Viewpoint: Stewardship Deserves a Return to First Principles

The core argument for a German Stewardship Code, and indeed for strengthened stewardship frameworks globally, rests on a return to first principles. Stewardship, at its heart, is about the responsible exercise of ownership rights by institutional investors. This goes beyond simply maximizing short-term financial returns; it encompasses a long-term perspective that considers the interests of all stakeholders – employees, customers, suppliers, and the wider community – alongside shareholder value. Many argue that current practices, even in jurisdictions with existing codes, often fall short of this ideal.

Professor Paul Davies' analysis of the UK Stewardship Codes (2010 and 2020) provides a valuable lens through which to understand this challenge. While the 2020 code aimed to strengthen expectations of investor engagement, Davies' research likely highlighted both its successes and shortcomings. His work probably explored whether the revised code successfully addressed criticisms surrounding its voluntary nature, the lack of robust enforcement mechanisms, and the potential for "greenwashing" – where companies make superficial claims about their ESG performance without meaningful change.
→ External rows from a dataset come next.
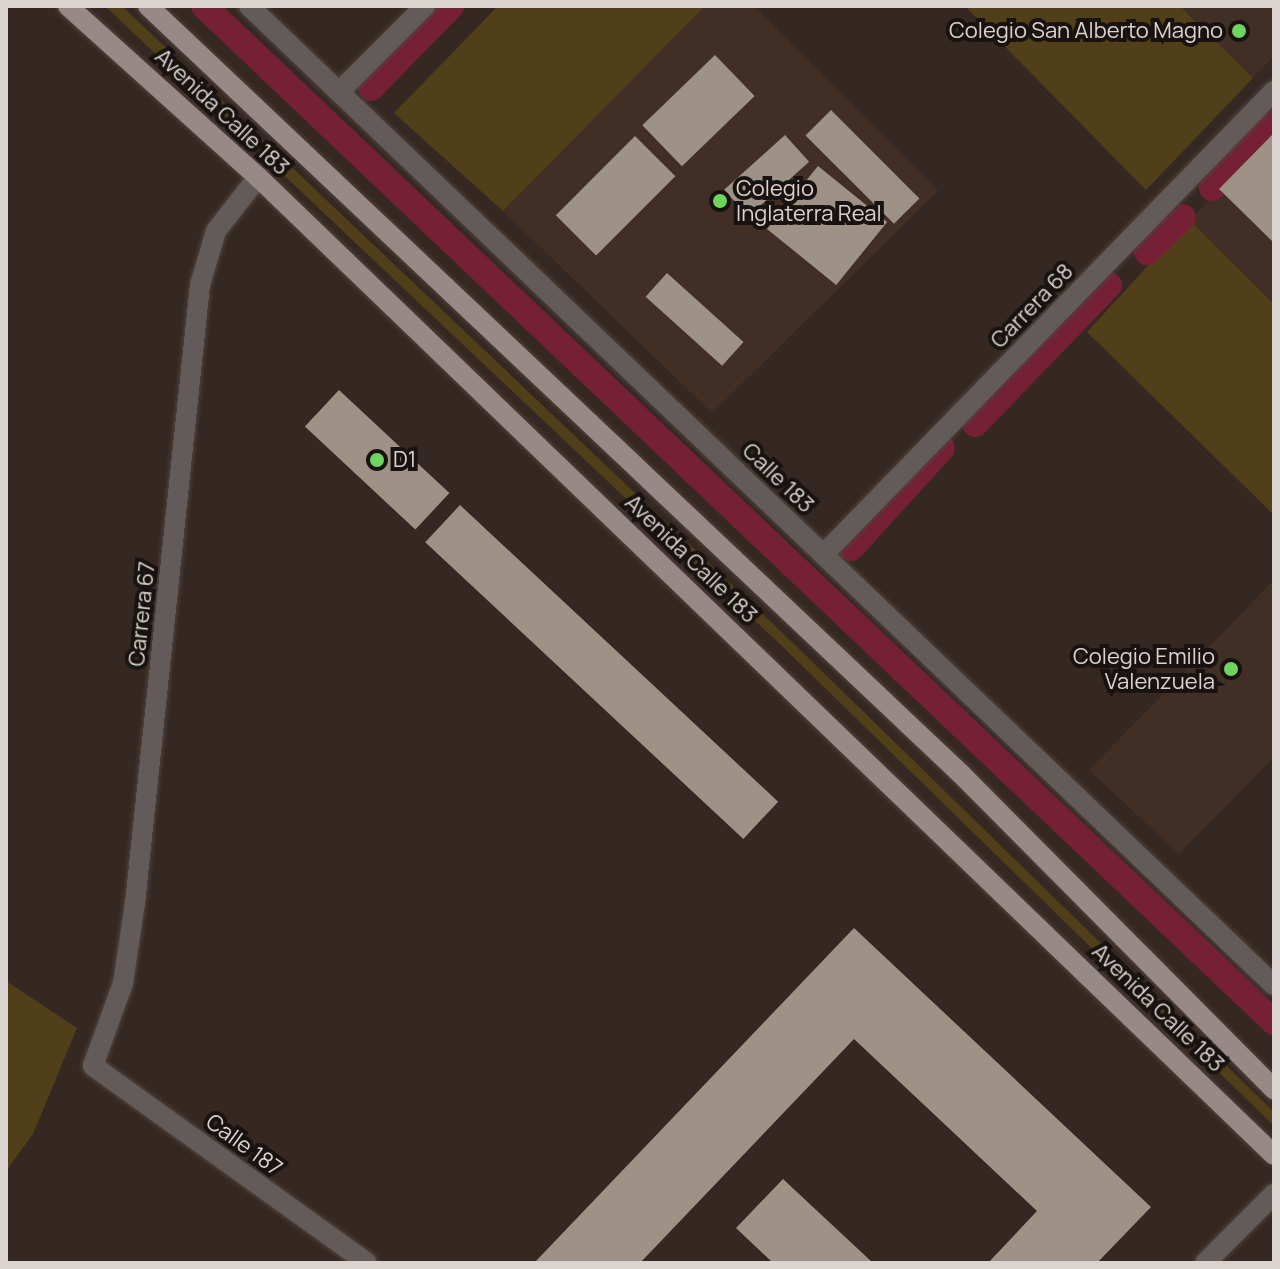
<!DOCTYPE html>
<html>
<head>
<meta charset="utf-8">
<style>
  body { margin:0 }
  #map { position:relative; width:1280px; height:1269px; overflow:hidden; background:#352822; font-family:Manrope,sans-serif }
  div>[style] { position:absolute }
  .built>* { inset:0; background:#412f25 }
  .green>* { inset:0; background:#513f19 }
  .canal>* { height:26px; margin:-13px; padding:0 13px; transform-origin:13px; border-radius:13px; background:#762036 }
  .building>* { inset:0; background:#9e9287; transform-origin:0 0 }
  .roads { filter:drop-shadow(0 0 2px #50433e) drop-shadow(0 0 2px #50433e) }
  .minor>* { height:20px; margin:-10px; padding:0 10px; transform-origin:10px; border-radius:10px; background:#625b59 }
  .major>* { height:20px; margin:-10px; padding:0 10px; transform-origin:10px; border-radius:10px; background:#978986 }
  .dots>* { width:22px; height:22px; translate:-50% -50%; box-sizing:border-box; border:4px solid #181310; border-radius:50% }
  span { translate:-50% -50%; white-space:nowrap; text-align:center; line-height:1.15; -webkit-text-stroke:8px #181310; paint-order:stroke }
  .poi-label { font-size:22px; color:#dbd3cf }
  .right { translate:-100% -50%; text-align:right }
  .left { translate:0 -50%; text-align:left }
  .street-label { font-size:22px; color:#dbd3cf }
  .frame { position:absolute; inset:0; border:8px solid #dbd3cf; pointer-events:none }
</style>
</head>
<body>
<div id="map">
  <div class="built">
    <i style="clip-path:polygon(705px 6px,754px 6px,938px 191px,712px 413px,503px 211px)"></i>
    <i style="clip-path:polygon(1180px 6px,1274px 6px,1274px 56px,1253px 78px)"></i>
    <i style="clip-path:polygon(1274px 133px,1274px 302px,1190px 220px)"></i>
    <i style="clip-path:polygon(1274px 580px,1274px 757px,1179px 854px,1089px 770px)"></i>
  </div>
  <div class="green">
    <i style="clip-path:polygon(105px 6px,122px 6px,793px 643px,1274px 1112px,1274px 1126px,785px 649px)"></i>
    <i style="clip-path:polygon(498px 6px,705px 6px,503px 211px,394px 113px)"></i>
    <i style="clip-path:polygon(965px 6px,1180px 6px,1253px 78px,1146px 190px)"></i>
    <i style="clip-path:polygon(1190px 220px,1274px 304px,1274px 515px,1087px 332px)"></i>
    <i style="clip-path:polygon(6px 981px,77px 1028px,33px 1134px,6px 1171px)"></i>
  </div>
  <div class="canal">
    <i style="left:204px;top:6px;width:1476px;rotate:43.52deg"></i>
    <i style="left:371px;top:88px;width:115px;rotate:-45.7deg"></i>
    <i style="left:1212px;top:188px;width:90px;rotate:-46.4deg"></i>
    <i style="left:1147px;top:252px;width:50px;rotate:-44.2deg"></i>
    <i style="left:975px;top:424px;width:193px;rotate:-46deg"></i>
    <i style="left:851px;top:548px;width:135px;rotate:-47.7deg"></i>
  </div>
  <div class="building">
    <i style="left:715px;top:55px;width:57px;height:101px;rotate:46deg"></i>
    <i style="left:831px;top:110px;width:125px;height:36px;rotate:45deg"></i>
    <i style="clip-path:polygon(1274px 133px,1274px 243px,1219px 189px)"></i>
    <i style="left:785px;top:135px;width:36px;height:82px;rotate:48deg"></i>
    <i style="left:635px;top:136px;width:57px;height:112px;rotate:45deg"></i>
    <i style="left:818px;top:166px;width:89px;height:81px;rotate:39deg"></i>
    <i style="left:667px;top:273px;width:103px;height:32px;rotate:42deg"></i>
    <i style="left:339px;top:390px;width:151px;height:50px;rotate:43deg"></i>
    <i style="left:460px;top:505px;width:435px;height:51px;rotate:43deg"></i>
    <i style="clip-path:polygon(854px 928px,1151px 1207px,1097px 1263px,988px 1263px,1037px 1211px,854px 1039px,640px 1263px,536px 1261px)"></i>
    <i style="clip-path:polygon(783px 1179px,873px 1263px,773px 1263px,736px 1228px)"></i>
  </div>
  <div class="roads">
    <div class="minor">
      <i style="left:249px;top:6px;width:1417px;rotate:43.69deg"></i>
      <i style="left:339px;top:92px;width:122px;rotate:-45deg"></i>
      <i style="left:258px;top:177px;width:68px;rotate:127.9deg"></i>
      <i style="left:216px;top:231px;width:56px;rotate:106.5deg"></i>
      <i style="left:200px;top:285px;width:621px;rotate:96deg"></i>
      <i style="left:135px;top:903px;width:81px;rotate:98.5deg"></i>
      <i style="left:123px;top:983px;width:88px;rotate:109.9deg"></i>
      <i style="left:93px;top:1066px;width:337px;rotate:35.7deg"></i>
      <i style="left:824px;top:554px;width:646px;rotate:-45.82deg"></i>
      <i style="left:1205px;top:1263px;width:98px;rotate:-45deg"></i>
    </div>
    <div class="major">
      <i style="left:68px;top:6px;width:256px;rotate:42deg"></i>
      <i style="left:258px;top:177px;width:1410px;rotate:43.91deg"></i>
      <i style="left:148px;top:6px;width:1120px;rotate:43.37deg"></i>
      <i style="left:962px;top:775px;width:443px;rotate:45.2deg"></i>
    </div>
  </div>
  <div class="dots">
    <i style="left:1239px;top:31px;background:#6fd35f"></i>
    <i style="left:720px;top:201px;background:#6fd35f"></i>
    <i style="left:377px;top:460px;background:#6fd35f"></i>
    <i style="left:1231px;top:669px;background:#6fd35f"></i>
  </div>
  <div class="poi-label">
    <span class="right" style="left:1223px;top:31px">Colegio San Alberto Magno</span>
    <span class="left" style="left:736px;top:201px">Colegio<br>Inglaterra Real</span>
    <span class="left" style="left:393px;top:460px">D1</span>
    <span class="right" style="left:1215px;top:669px">Colegio Emilio<br>Valenzuela</span>
  </div>
  <div class="street-label">
    <span style="left:222px;top:112px;rotate:43deg">Avenida Calle 183</span>
    <span style="left:1032px;top:306px;rotate:-46deg">Carrera 68</span>
    <span style="left:778px;top:478px;rotate:44deg">Calle 183</span>
    <span style="left:691px;top:559px;rotate:44deg">Avenida Calle 183</span>
    <span style="left:142px;top:614px;rotate:-84deg">Carrera 67</span>
    <span style="left:1158px;top:1008px;rotate:44deg">Avenida Calle 183</span>
    <span style="left:244px;top:1145px;rotate:36deg">Calle 187</span>
  </div>
  <div class="frame"></div>
</div>
</body>
</html>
The potential weaknesses identified in the UK context underscore the need for a carefully crafted German code that avoids similar pitfalls. A return to first principles means focusing on clear expectations, robust mechanisms for monitoring compliance, and a strong emphasis on the long-term value creation for all stakeholders, rather than solely focusing on short-term financial gains.

Impact of Stewardship Codes in the UK and Japan

The UK and Japan offer contrasting examples of the impact of stewardship codes. The UK's experience, as highlighted by Professor Davies' work, reveals a complex picture. While the codes have undoubtedly raised awareness of stewardship responsibilities and encouraged greater engagement by institutional investors, their impact on corporate behaviour and long-term value creation remains a subject of ongoing debate. The voluntary nature of the code has been criticized for limiting its effectiveness. Enforcement mechanisms are relatively weak, and the lack of standardized reporting makes it difficult to assess the overall impact.

Japan, on the other hand, adopted a more prescriptive approach with its Stewardship Code. While this approach has led to greater clarity and potentially stronger enforcement, it has also faced criticism for being overly bureaucratic and potentially stifling innovation. The Japanese experience highlights the challenge of balancing the need for clear guidelines with the potential for excessive regulation. A successful German Stewardship Code would need to learn from both the UK and Japanese experiences, striking a balance between clear expectations and flexibility to accommodate the diversity of investment strategies and corporate contexts.